By Inés San Martín, Rome Bureau Chief
ROME (Crux) — What does a librarian in his late 60s, several monsignors, a nun, a survivor of modern-day slavery, and a pharmacist have in common? They are all members of Vatican Athletics, which will be participating in Saturday’s Games of the Small States of Europe.
The games that will be held in San Marino are organized by the national Olympic Committees of nine European small states since 1985.
Spanish Msgr. Melchor Jose Sánchez de Toca y Alameda, head of the Vatican’s sports department in the Council of Culture told Crux that the athletes who will be going have been training several times a week, both on the track and in the gym, explaining that although they don’t have the highest expectations of winning a medal, they’re not going “to make a fool of themselves.”

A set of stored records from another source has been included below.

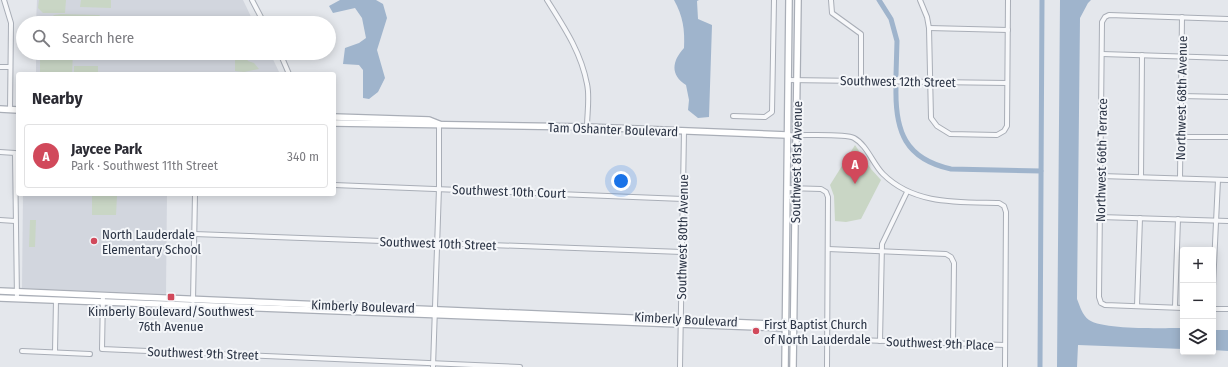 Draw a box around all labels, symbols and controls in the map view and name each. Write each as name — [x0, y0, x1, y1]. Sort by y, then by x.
search box — [16, 16, 336, 60]
icon: search — [30, 27, 52, 49]
text: Search here — [62, 29, 134, 47]
street label: Northwest 68th Avenue — [1173, 36, 1190, 160]
street label: Southwest 12th Street — [840, 73, 957, 90]
text: Nearby — [32, 88, 83, 109]
street label: Northwest 66th Terrace — [1093, 98, 1110, 222]
street label: Southwest 81st Avenue — [788, 101, 805, 223]
street label: Tam Oshanter Boulevard — [548, 120, 678, 139]
text: Jaycee Park — [71, 140, 142, 158]
text: A — [42, 149, 50, 164]
text: 340 m — [287, 149, 319, 164]
pin: A — [842, 151, 868, 184]
text: Park · Southwest 11th Street — [71, 158, 218, 173]
your location — [611, 171, 631, 191]
street label: Southwest 80th Avenue — [674, 174, 691, 300]
street label: Southwest 10th Court — [452, 182, 567, 201]
place label: North Lauderdale Elementary School — [102, 227, 202, 257]
street label: Southwest 10th Street — [379, 234, 497, 253]
marker: North Lauderdale Elementary School — [89, 236, 99, 246]
map controls — [1180, 247, 1216, 355]
button: + — [1180, 247, 1216, 283]
button: − — [1180, 283, 1216, 319]
marker: Kimberly Boulevard/Southwest 76th Avenue — [166, 292, 176, 302]
street label: Kimberly Boulevard — [311, 297, 415, 316]
place label: Kimberly Boulevard/Southwest 76th Avenue — [88, 304, 255, 334]
street label: Kimberly Boulevard — [634, 309, 738, 330]
place label: First Baptist Church of North Lauderdale — [764, 317, 871, 347]
button: layers — [1180, 319, 1216, 355]
marker: First Baptist Church of North Lauderdale — [751, 326, 761, 336]
street label: Southwest 9th Place — [886, 334, 994, 353]
street label: Southwest 9th Street — [147, 344, 260, 363] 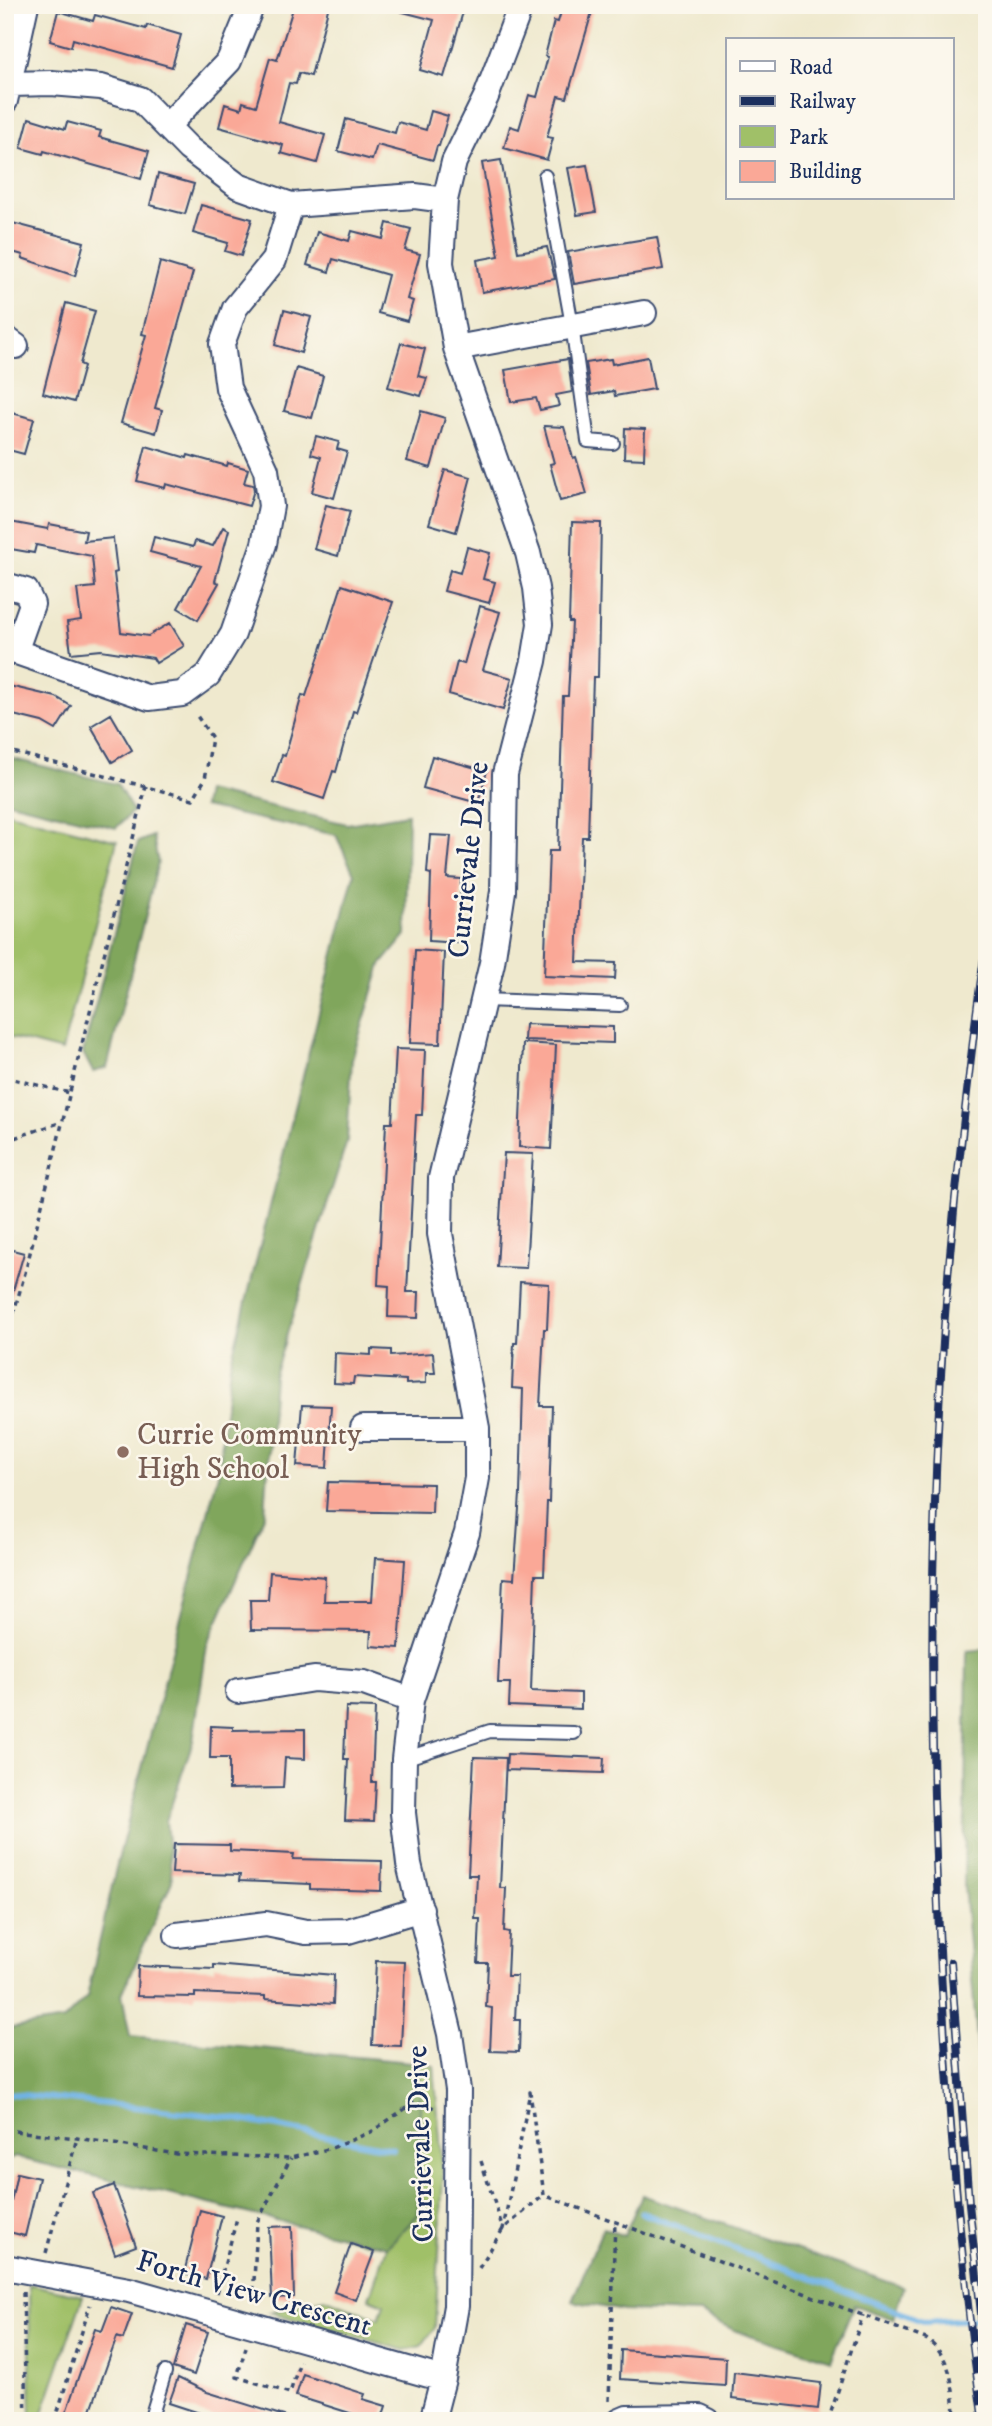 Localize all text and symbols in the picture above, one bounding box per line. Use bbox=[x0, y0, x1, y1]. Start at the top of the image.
legend bbox=[726, 38, 954, 200]
text: Road bbox=[789, 55, 833, 81]
text: Railway bbox=[789, 89, 857, 115]
text: Park bbox=[789, 125, 829, 151]
text: Building bbox=[789, 159, 862, 185]
street label: Currievale Drive bbox=[440, 760, 498, 960]
place label: Currie Community High School bbox=[137, 1417, 362, 1488]
marker: Currie Community High School bbox=[115, 1444, 131, 1460]
street label: Currievale Drive bbox=[399, 2045, 443, 2243]
street label: Forth View Crescent bbox=[132, 2243, 376, 2345]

“The group is clearly amateur, even though some of the youngsters have high potential,” he said. “We are going to compete with dignity, and the preparation of our athletes has been the same as any national team preparing for an international competition.”
There are over 100 people who are formally part of the Vatican’s athletics team, created about two years ago when several employees and citizens of the world’s smallest state literally continued to run into one another on the shore of Rome’s Tiber River or at the magnificent Villa Pamphili.
Membership is free, but being a citizen, an employee, or a child of an employee of the Vatican is a requirement. The only exceptions are two migrants who entered Italy through Lampedusa after fleeing Africa in a rubber boat and a 12-year-old girl in a wheelchair who, in the words of layman Giampaolo Mattei, “truly loves ‘running’ with us.”
Pope Francis welcomed the ten members — the seven athletes participating in the games and their support team — on Saturday.
According to Pope Francis, it’s important that the Vatican has its own sports team because the Church has at heart everything that is human and that concerns the person. And sport is a central dimension in people’s daily lives, so much so that it can be seen as a “sacramental of beauty,” he said.
“It was a very special meeting. In a certain sense, we went to present the project and to ask the Holy Father’s blessing, not to win, but like a son who before leaving home asks for his parents’ blessing,” Msgr. Toca said.
Msgr. Toca said he was particularly thankful for the pontiff’s insistence on the “amateurism” of sport, noting that the vast majority of people who practice sports do it to have fun and to better themselves.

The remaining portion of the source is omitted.